Bezpośrednią przyczyną (to znaczy pretekstem, ale nie przyczyną główną) takiego „przewrócenia się” mogłoby być celowe i nie budzące wątpliwości „ujawnienie” (przez... – potrzebne dopisać...) konkretnych szczegółów śledztwa smoleńskiego bądź nawet całego mechanizmu (prawdziwego? wykoncypowanego? – niepotrzebne skreślić) smoleńskiej katastrofy/zamachu (niepotrzebne skreślić).
Ale uwaga: w żadnym razie nie będzie to (miało) oznaczać zwycięstwa obecnej opozycji.

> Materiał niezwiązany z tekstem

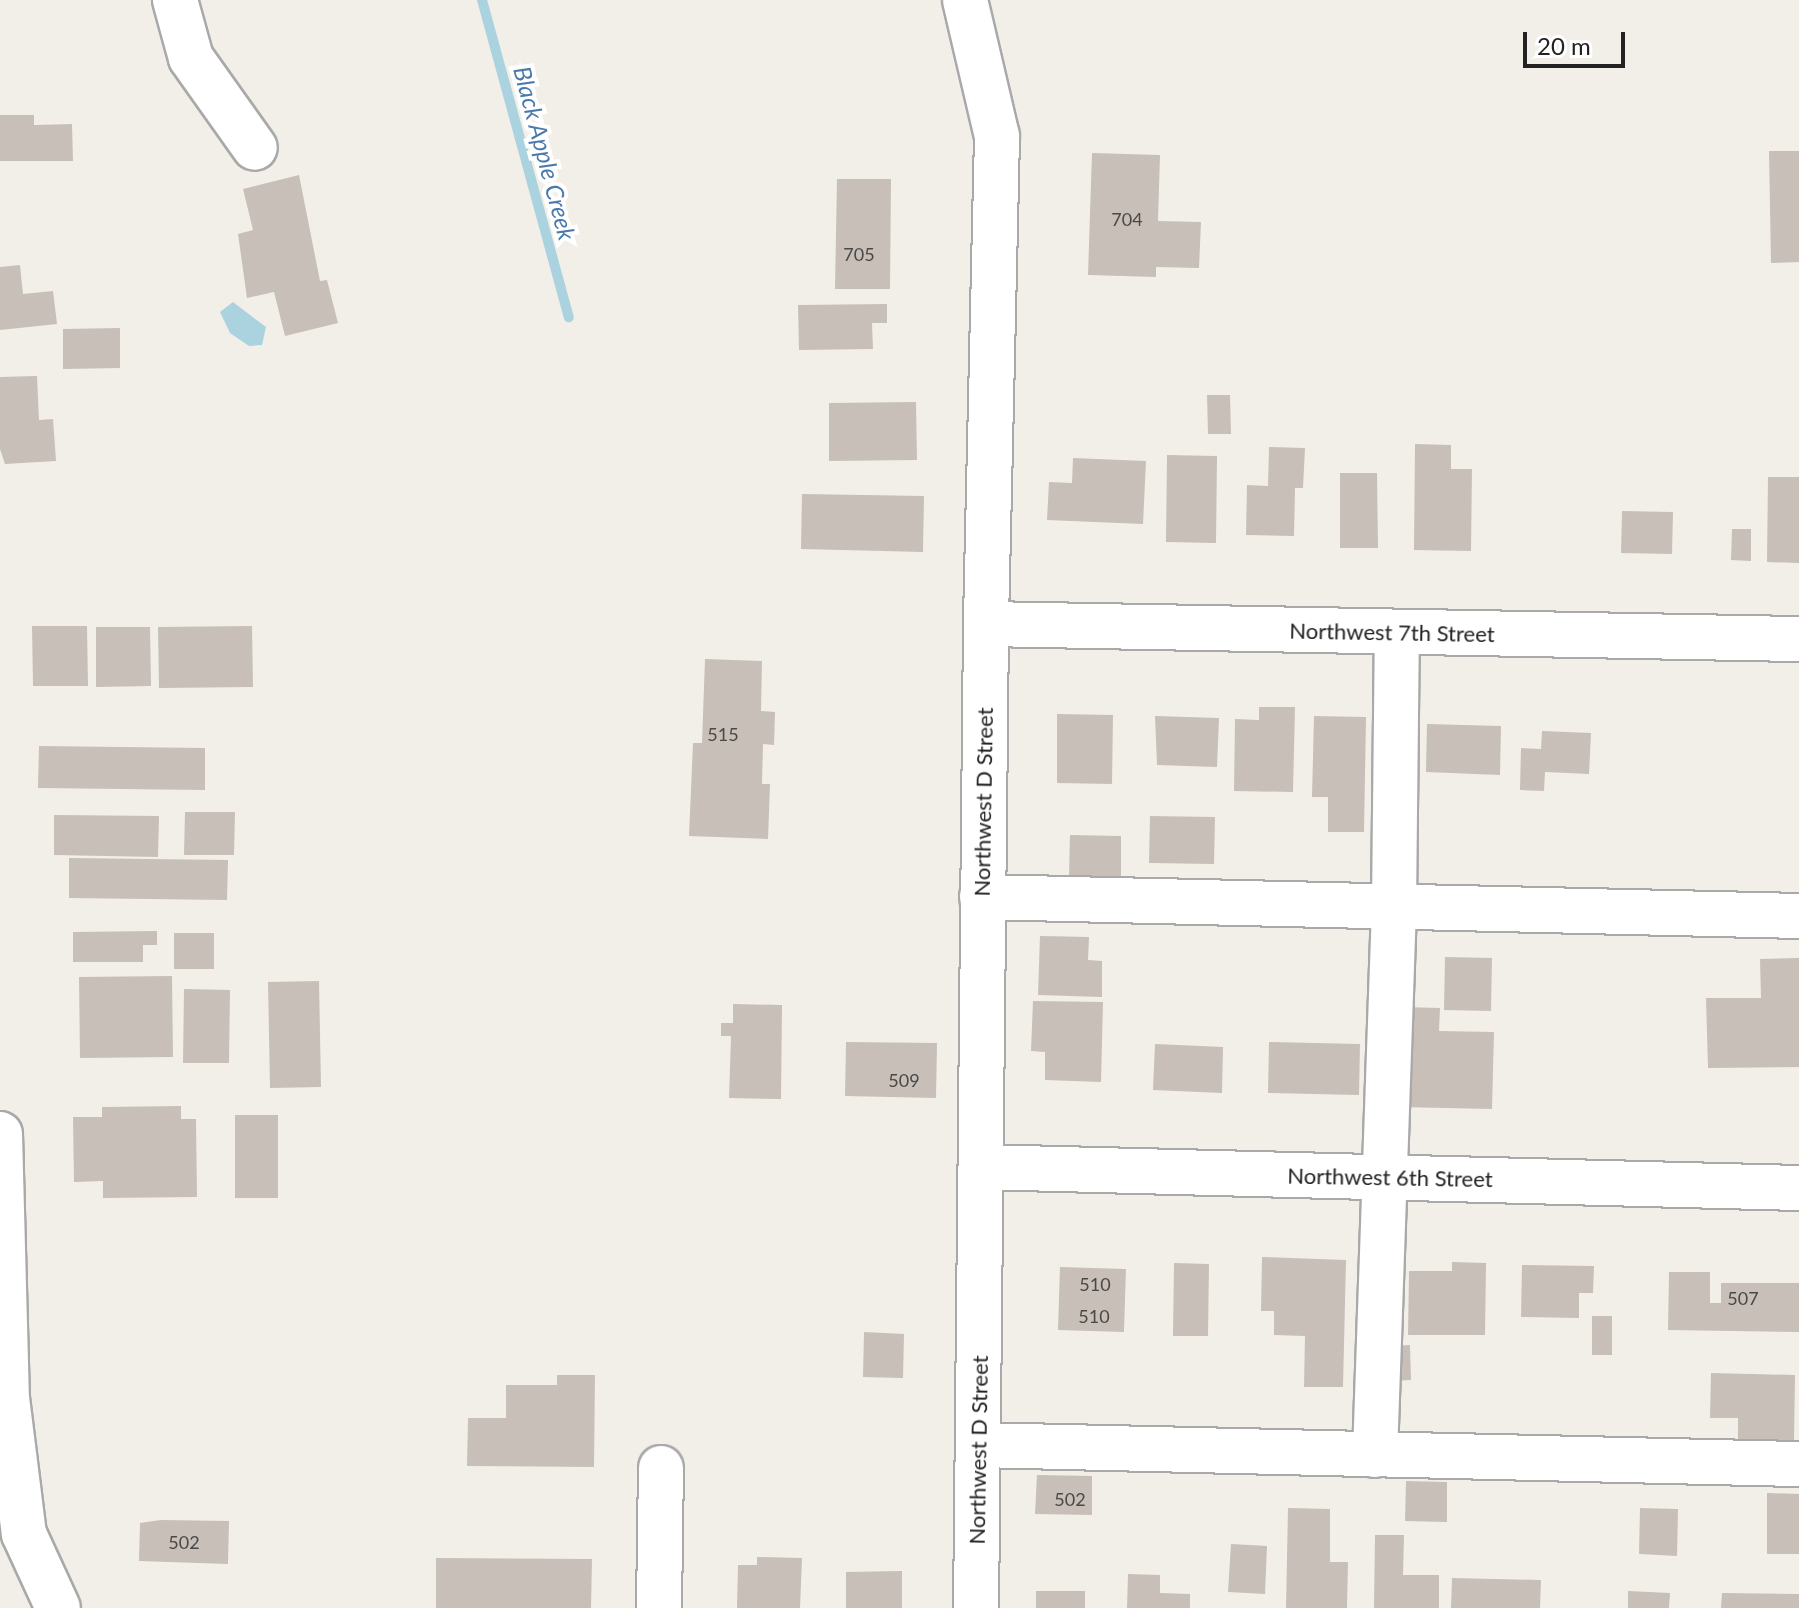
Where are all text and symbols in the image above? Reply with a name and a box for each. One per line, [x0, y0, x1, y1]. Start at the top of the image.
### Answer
scale bar [1527, 16, 1629, 66]
text: 20 m [1537, 31, 1591, 60]
water label: Black Apple Creek [508, 62, 582, 244]
house number: 704 [1111, 208, 1143, 230]
house number: 705 [843, 243, 875, 265]
street label: Northwest 7th Street [1289, 617, 1495, 647]
street label: Northwest D Street [968, 707, 998, 897]
house number: 515 [707, 723, 739, 745]
house number: 509 [888, 1069, 920, 1091]
street label: Northwest 6th Street [1287, 1162, 1493, 1192]
house number: 510 [1079, 1273, 1111, 1295]
house number: 507 [1727, 1287, 1759, 1309]
house number: 510 [1078, 1305, 1110, 1327]
street label: Northwest D Street [963, 1355, 993, 1545]
house number: 502 [1054, 1488, 1086, 1510]
house number: 502 [168, 1531, 200, 1553]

5. ZASTRZEŻENIA do KANAPOPRZEPOWIEDNI
Jednakowoż stać się może także inaczej, BO:
A.
... jak Szymon Starowolski królowi Karolowi Gustawowi przy nagrobku Łokietka rzekł, Deus mirabilis, Fortuna variabilis...
B.
... niestety, jak napisał Jan K. (z lekką korektą tu wprowadzoną), jest to nierządne Królestwo i zginienia bliskie, | Gdzie ani Prawo waży, ani Sprawiedliwość | Ma miejsce...
C.
... bywa, jak napisał Adam Mickiewicz o majorze Płucie, któremu Gerwazy po cichu i na stronie zatemperował łeb Scyzorykiem – Co się z nim stało, różnie powiadają o tem, | Lecz nikt pewnie nie wiedział ni wtenczas, ni potem...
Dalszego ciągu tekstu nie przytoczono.